====== Data for the task ======

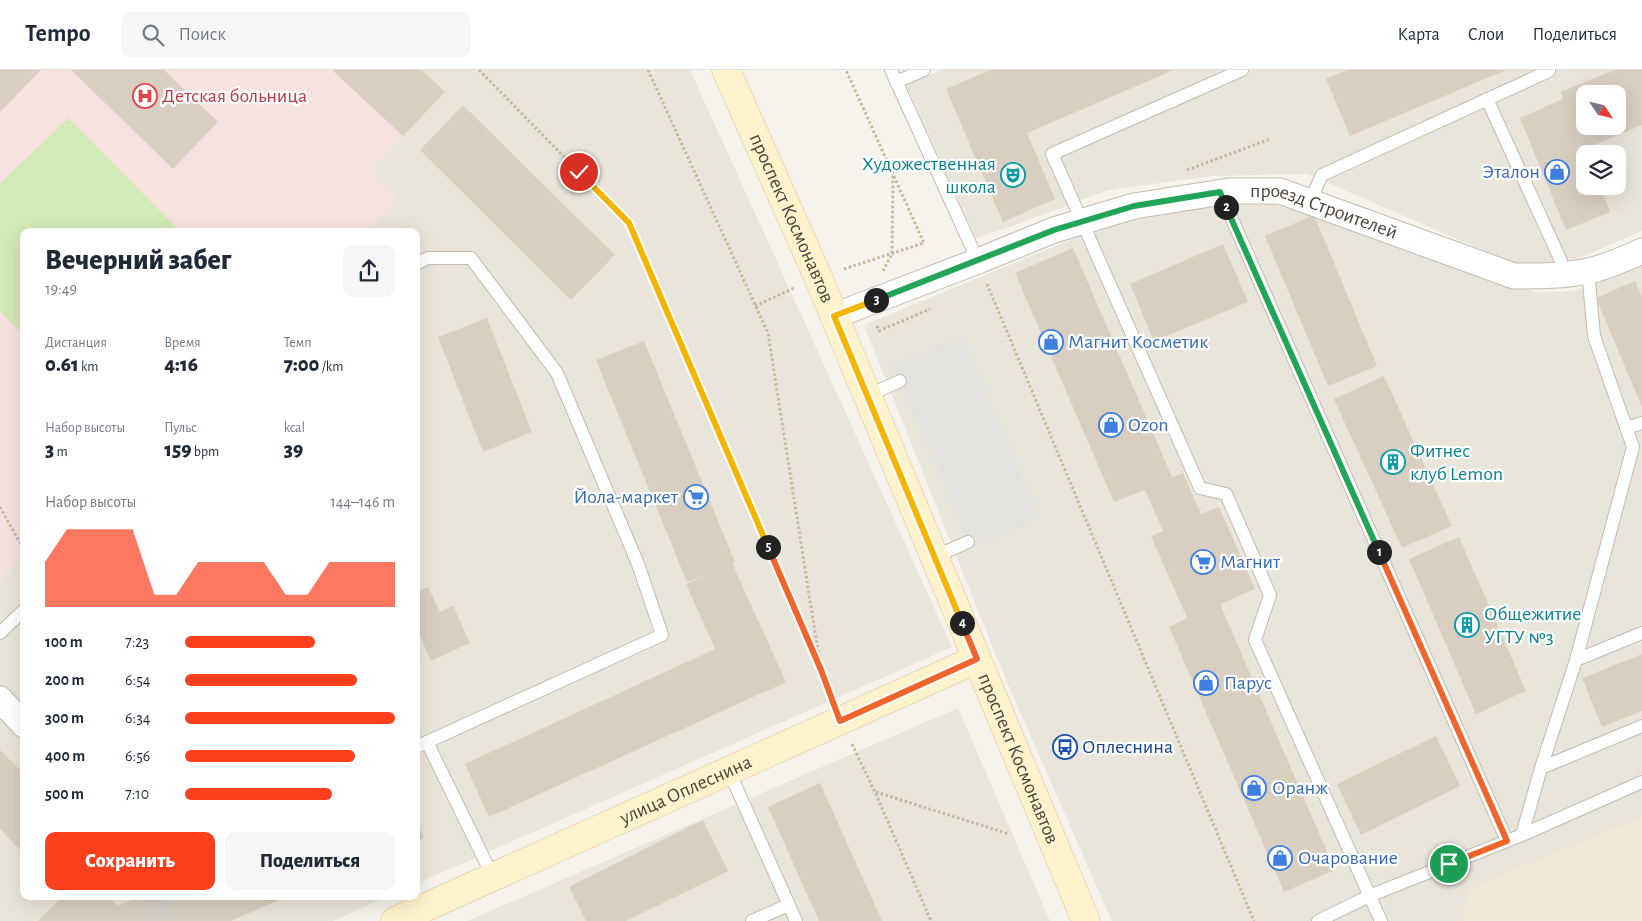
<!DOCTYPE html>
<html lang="ru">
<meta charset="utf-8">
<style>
body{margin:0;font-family:"Alegreya Sans",sans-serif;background:#f6f6f7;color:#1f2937;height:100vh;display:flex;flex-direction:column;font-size:19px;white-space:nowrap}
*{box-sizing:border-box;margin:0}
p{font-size:16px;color:#747a83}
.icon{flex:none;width:28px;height:28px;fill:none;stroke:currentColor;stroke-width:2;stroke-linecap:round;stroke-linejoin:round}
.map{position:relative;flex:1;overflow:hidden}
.side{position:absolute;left:20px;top:158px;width:400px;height:672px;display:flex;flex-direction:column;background:#fff;border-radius:10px;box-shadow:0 5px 20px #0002}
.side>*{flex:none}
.needle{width:32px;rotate:125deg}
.controls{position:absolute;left:1576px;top:15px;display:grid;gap:10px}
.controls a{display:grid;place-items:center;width:50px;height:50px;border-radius:10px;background:#fff;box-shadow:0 5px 20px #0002;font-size:25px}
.pin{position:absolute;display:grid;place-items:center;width:42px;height:42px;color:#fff;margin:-21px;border:2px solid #fff;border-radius:50%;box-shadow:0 1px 5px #0007}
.km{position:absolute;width:25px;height:25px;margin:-12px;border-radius:50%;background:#222;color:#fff;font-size:14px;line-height:25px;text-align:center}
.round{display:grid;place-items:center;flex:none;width:52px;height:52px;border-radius:10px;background:#f6f6f7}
.overview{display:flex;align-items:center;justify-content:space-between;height:85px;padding:0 25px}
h1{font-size:28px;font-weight:800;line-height:38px}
.figures{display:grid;grid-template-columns:repeat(3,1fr);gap:8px;height:85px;padding:5px 25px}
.figures div{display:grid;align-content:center}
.figures b{font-size:21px;font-weight:800}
.figures small{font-size:14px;font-weight:400}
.figures p{font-size:14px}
.chart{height:140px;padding:10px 25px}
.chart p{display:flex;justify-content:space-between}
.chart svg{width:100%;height:90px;margin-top:5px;fill:#fc3f1d;opacity:.7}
.cta{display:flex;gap:10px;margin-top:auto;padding:10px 25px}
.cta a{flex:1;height:58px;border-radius:10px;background:#fc3f1d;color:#fff;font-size:20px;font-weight:800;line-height:58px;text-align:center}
.cta a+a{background:#f6f6f7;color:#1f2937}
ul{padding:0 25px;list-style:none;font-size:16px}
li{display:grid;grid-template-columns:80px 60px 1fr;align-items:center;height:38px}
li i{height:12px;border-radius:6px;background:#fc3f1d}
header{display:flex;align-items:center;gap:30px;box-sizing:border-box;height:70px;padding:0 25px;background:#fff;border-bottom:1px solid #e0e1e3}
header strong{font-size:24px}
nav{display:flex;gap:28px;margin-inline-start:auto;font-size:18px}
.search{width:350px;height:45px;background:#f6f6f7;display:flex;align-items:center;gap:12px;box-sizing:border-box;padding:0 18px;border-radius:10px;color:#747a83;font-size:19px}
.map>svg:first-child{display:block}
</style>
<header>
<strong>Tempo</strong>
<div class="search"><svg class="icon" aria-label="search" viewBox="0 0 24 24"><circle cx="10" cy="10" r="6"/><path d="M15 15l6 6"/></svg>Поиск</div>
<nav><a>Карта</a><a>Слои</a><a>Поделиться</a></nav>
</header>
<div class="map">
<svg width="1642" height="851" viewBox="0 0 1642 851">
<rect width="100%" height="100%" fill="#f6f3ec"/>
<g fill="#eae5da" fill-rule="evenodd">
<path d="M0 0H690L952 577 416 814V161H24V826H389L333 851H0Z"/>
<path d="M941 0H1642V161L1577 189 1517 195 1307 104 1212 106 1108 120 1018 154 976 168 906 15ZM1585 24H1618V56H1585ZM1585 84H1618V116H1585Z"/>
<path d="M1270 134 1296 140 1538 223 1574 221 1642 192V851H1112L1006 610 864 255 1104 156 1207 135Z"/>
<path d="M958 638 1050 851H467Z"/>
</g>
<path fill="#efe8d6" d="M1642 747V851H1464L1461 843 1471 818Z"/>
<path fill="#f6e3e0" d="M0 0H422L445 22 370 99 399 129 366 161H24V488L0 507Z"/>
<path fill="#d2eab5" d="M68 48 180 161H24V266L0 241V114Z"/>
<path fill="#e5e3e0" d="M963 265 1041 448 971 478 893 295Z"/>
<g fill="#d8cfc1" fill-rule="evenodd">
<path d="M0 0H41L0 42Z"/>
<path d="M71 0H164L218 52 173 99Z"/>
<path d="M332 0H422L445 22 403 66Z"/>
<path d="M990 0H1174L1027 63 1055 129 1003 152 946 19Z"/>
<path d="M1347 0H1506L1350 66 1326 9Z"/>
<path d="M1614 0H1642V55L1584 79 1586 84 1585 116H1599L1610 142 1566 160 1520 48 1563 29 1561 22ZM1585 24H1618V56H1585Z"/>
<path d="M463 35 615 185 571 230 420 80Z"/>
<path d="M1314 145 1377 296 1328 316 1265 166Z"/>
<path d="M1223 174 1248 232 1154 271 1130 214Z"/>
<path d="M1073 178 1172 407 1164 411 1183 403 1201 444 1219 437 1255 519 1220 534 1335 800 1284 822 1169 557 1187 548 1151 466 1163 461 1145 420 1114 432 1015 203Z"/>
<path d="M1635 211 1642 227V337L1596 228Z"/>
<path d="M487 248 532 362 483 382 438 267Z"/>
<path d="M644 271 735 492 732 493 786 612 489 747 465 694 715 579 686 514 705 506 687 512 596 290Z"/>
<path d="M1384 306 1452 456 1402 478 1334 329Z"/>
<path d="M1459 467 1526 621 1476 644 1409 489Z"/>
<path d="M428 517 440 542 453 536 470 573 431 591 421 568 416 570V522Z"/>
<path d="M1642 584V641L1602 657 1582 608Z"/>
<path d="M1436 666 1460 716 1361 765 1337 714Z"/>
<path d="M0 680 24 704V784L0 759Z"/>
<path d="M820 713 882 851H819L768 737Z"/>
<path d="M416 750 424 768 416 771Z"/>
<path d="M703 750 728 801 626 851H586L569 817Z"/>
<path d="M63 826H108L118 836 141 826H288L231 851H38Z"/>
</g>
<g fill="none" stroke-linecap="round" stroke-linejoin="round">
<path stroke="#d4d0c8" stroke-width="25" stroke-dasharray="25 12" stroke-linecap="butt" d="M155 826 163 851"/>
<defs>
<g id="lane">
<path d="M891 0 978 191"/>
<path d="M1242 0 1052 84 1200 418 1226 424 1270 525 1255 570 1381 851"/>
<path d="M896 12 924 0"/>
<path d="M1487 29 1561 191 1562 204"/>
<path d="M1220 122 1507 771"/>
<path d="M1310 131 1322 105 1549 1"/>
<path d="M416 194 428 188H471L557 303 638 494 662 565 427 672"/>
<path d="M867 326 900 311"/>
<path d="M1626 358 1642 353"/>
<path d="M934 487 968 472"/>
<path d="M0 563 24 540"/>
<path d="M1576 590 1642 563"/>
<path d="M416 677 427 672 493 807"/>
<path d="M1541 698 1642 656"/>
<path d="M729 701 796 851"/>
<path d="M1522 765 1541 698 1576 590 1633 377 1594 266 1588 201"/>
<path d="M752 851 788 835"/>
<path d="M1318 851 1369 826 1522 765 1642 712"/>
</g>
<g id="street">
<path id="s1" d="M834 246 978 191 1054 160 1134 136 1229 121H1280L1514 206C1539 206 1564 206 1588 201 1607 197 1624 189 1642 181"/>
<path d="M0 629 24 655"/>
</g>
<g id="secondary">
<path id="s2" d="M726 0 818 207 1086 851"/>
<path id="s3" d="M395 851 977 589"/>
</g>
</defs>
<use href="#lane" stroke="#c2bbae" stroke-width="14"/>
<use href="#street" stroke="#c2bbae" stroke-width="27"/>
<use href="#secondary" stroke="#d6c79b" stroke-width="29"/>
<g stroke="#c4b79f" stroke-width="3" stroke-dasharray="2.5 2.5" stroke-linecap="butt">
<path d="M479 0 629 153 819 594"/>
<path d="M648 0 768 263 821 600 831 628"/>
<path d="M1187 100 1270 69"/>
<path d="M844 199 924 173 846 0"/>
<path d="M883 201 892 184 893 103"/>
<path d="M987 214 1254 851"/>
<path d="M755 236 794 218"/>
<path d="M877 256 879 261 930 239"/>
<path d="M0 437 24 480"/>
<path d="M852 674 875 722 931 851"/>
<path d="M876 722 1009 764"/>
</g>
<use href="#lane" stroke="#fff" stroke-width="12"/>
<use href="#street" stroke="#fff" stroke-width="25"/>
<use href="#secondary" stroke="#fff3cd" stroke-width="28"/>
</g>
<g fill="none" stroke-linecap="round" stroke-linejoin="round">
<defs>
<path id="split-1" d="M1379 482 1507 771 1449 794"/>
<path id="split-2" d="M1226 137 1379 482"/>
<path id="split-3" d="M876 230 1054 160 1134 136 1220 122 1226 137"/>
<path id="split-4" d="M876 230 834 246 962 553"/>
<path id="split-5" d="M768 477 821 600 840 651 977 589 962 553"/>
<path id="split-6" d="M579 102 629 153 768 477"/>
</defs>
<use href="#split-1" stroke="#fff" stroke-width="10"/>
<use href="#split-2" stroke="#fff" stroke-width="10"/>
<use href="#split-3" stroke="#fff" stroke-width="10"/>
<use href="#split-4" stroke="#fff" stroke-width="10"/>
<use href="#split-5" stroke="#fff" stroke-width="10"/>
<use href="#split-6" stroke="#fff" stroke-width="10"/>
<use href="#split-1" stroke="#f0652b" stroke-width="6"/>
<use href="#split-2" stroke="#22a559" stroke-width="6"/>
<use href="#split-3" stroke="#22a559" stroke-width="6"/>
<use href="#split-4" stroke="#f5b400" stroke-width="6"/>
<use href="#split-5" stroke="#f0652b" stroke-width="6"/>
<use href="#split-6" stroke="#f5b400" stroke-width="6"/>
</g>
<defs>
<symbol id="hospital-ring" viewBox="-11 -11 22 22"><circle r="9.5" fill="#fff" stroke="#e0444e" stroke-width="1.5"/><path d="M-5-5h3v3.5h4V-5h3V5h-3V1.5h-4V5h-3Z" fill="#e0444e"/></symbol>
<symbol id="shop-ring" viewBox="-11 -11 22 22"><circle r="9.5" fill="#fff" stroke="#3f7fe0" stroke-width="1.5"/><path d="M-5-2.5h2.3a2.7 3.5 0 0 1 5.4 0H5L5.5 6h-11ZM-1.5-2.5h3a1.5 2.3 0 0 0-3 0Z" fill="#3f7fe0"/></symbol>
<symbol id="theatre-ring" viewBox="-11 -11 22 22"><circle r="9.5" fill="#fff" stroke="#0f9aa8" stroke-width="1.5"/><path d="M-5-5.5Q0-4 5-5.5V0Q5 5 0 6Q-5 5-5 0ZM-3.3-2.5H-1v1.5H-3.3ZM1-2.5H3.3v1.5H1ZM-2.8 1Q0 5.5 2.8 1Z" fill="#0f9aa8"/></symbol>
<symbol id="building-ring" viewBox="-11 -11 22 22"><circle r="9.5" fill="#fff" stroke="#0f9aa8" stroke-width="1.5"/><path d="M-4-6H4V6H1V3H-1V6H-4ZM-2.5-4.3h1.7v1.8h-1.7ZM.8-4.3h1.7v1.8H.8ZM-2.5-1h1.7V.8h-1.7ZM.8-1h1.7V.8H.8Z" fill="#0f9aa8"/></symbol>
<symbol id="supermarket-ring" viewBox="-11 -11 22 22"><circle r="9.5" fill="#fff" stroke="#3f7fe0" stroke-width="1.5"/><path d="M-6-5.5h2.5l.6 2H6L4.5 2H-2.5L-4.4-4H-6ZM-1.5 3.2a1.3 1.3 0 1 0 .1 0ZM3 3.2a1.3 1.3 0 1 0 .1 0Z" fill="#3f7fe0"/></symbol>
<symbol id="bus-ring" viewBox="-11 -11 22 22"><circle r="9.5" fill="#fff" stroke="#1a4fb4" stroke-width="1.5"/><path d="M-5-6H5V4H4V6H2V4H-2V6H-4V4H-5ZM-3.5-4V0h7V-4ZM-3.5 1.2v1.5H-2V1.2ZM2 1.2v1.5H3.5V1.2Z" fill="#1a4fb4"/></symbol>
</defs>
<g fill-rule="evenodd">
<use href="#hospital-ring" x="131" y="12" width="28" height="28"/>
<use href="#shop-ring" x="1543" y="88" width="28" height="28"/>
<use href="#theatre-ring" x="999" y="91" width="28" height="28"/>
<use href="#shop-ring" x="1037" y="258" width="28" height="28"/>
<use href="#shop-ring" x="1097" y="341" width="28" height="28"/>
<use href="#building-ring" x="1379" y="378" width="28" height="28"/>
<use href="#supermarket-ring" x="682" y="413" width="28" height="28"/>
<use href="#supermarket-ring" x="1189" y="478" width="28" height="28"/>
<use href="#building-ring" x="1453" y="541" width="28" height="28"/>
<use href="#shop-ring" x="1192" y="599" width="28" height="28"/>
<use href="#bus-ring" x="1051" y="663" width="28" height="28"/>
<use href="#shop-ring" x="1240" y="704" width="28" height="28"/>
<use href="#shop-ring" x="1266" y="774" width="28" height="28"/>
</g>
<g text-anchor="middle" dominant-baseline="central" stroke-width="4.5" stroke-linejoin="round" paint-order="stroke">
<g font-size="20" fill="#be3a42" stroke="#fff" text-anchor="start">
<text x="162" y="26">Детская больница</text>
</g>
<g font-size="20" fill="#0d838f" stroke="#fff" text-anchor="start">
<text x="996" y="94" text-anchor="end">Художественная<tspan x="996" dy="23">школа</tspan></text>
<text x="1410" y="381">Фитнес<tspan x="1410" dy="23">клуб Lemon</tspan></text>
<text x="1484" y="544">Общежитие<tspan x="1484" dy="23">УГТУ №3</tspan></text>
</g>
<g font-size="20" fill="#366cbe" stroke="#fff" text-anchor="start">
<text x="1540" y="102" text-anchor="end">Эталон</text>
<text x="1068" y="272">Магнит Косметик</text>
<text x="1128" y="355">Ozon</text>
<text x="678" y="427" text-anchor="end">Йола-маркет</text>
<text x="1220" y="492">Магнит</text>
<text x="1224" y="613">Парус</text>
<text x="1272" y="718">Оранж</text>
<text x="1298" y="788">Очарование</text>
</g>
<g font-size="20" fill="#4b4439" stroke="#fff">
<text stroke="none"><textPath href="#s1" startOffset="514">проезд Строителей</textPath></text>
<text stroke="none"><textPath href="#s2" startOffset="162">проспект Космонавтов</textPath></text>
<text stroke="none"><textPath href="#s2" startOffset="748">проспект Космонавтов</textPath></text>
<text stroke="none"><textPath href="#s3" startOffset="319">улица Оплеснина</textPath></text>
</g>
<g font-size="20" fill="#164399" stroke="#fff" text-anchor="start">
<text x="1082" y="677">Оплеснина</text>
</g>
</g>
</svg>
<div class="controls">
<a><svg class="needle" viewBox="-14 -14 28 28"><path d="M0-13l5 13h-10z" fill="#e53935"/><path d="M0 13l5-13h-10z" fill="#747a83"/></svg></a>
<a><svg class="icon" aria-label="layers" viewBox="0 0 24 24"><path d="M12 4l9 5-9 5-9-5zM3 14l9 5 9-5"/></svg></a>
</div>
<div class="pin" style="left:1449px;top:794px;background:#1e9e55"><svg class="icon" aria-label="arrive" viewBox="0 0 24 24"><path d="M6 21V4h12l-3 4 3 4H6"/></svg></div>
<div class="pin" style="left:579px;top:102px;background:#d93025"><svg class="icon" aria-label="check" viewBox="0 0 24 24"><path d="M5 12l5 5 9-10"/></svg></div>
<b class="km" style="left:1379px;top:482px">1</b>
<b class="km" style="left:1226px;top:137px">2</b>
<b class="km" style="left:876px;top:230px">3</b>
<b class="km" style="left:962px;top:553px">4</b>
<b class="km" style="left:768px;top:477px">5</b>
<section class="side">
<div class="overview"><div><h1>Вечерний забег</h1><p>19:49</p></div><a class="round"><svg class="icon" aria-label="share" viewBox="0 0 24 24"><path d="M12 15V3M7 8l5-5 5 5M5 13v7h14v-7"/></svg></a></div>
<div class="figures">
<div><p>Дистанция</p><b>0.61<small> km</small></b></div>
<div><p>Время</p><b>4:16</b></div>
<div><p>Темп</p><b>7:00<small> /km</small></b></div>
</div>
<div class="figures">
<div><p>Набор высоты</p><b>3<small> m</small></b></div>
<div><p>Пульс</p><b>159<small> bpm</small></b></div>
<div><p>kcal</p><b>39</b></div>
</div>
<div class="chart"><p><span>Набор высоты</span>144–146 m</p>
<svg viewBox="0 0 160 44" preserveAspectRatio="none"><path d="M0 44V22L10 6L20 6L30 6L40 6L50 38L60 38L70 22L80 22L90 22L100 22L110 38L120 38L130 22L140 22L150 22L160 22V44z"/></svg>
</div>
<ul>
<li><b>100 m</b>7:23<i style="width:62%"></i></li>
<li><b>200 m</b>6:54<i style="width:82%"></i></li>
<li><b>300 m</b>6:34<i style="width:100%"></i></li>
<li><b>400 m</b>6:56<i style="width:81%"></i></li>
<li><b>500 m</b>7:10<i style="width:70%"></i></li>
</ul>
<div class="cta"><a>Сохранить</a><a>Поделиться</a></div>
</section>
</div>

======

Say how many lines in the records hold the word "высоты", giving the number by itself.

2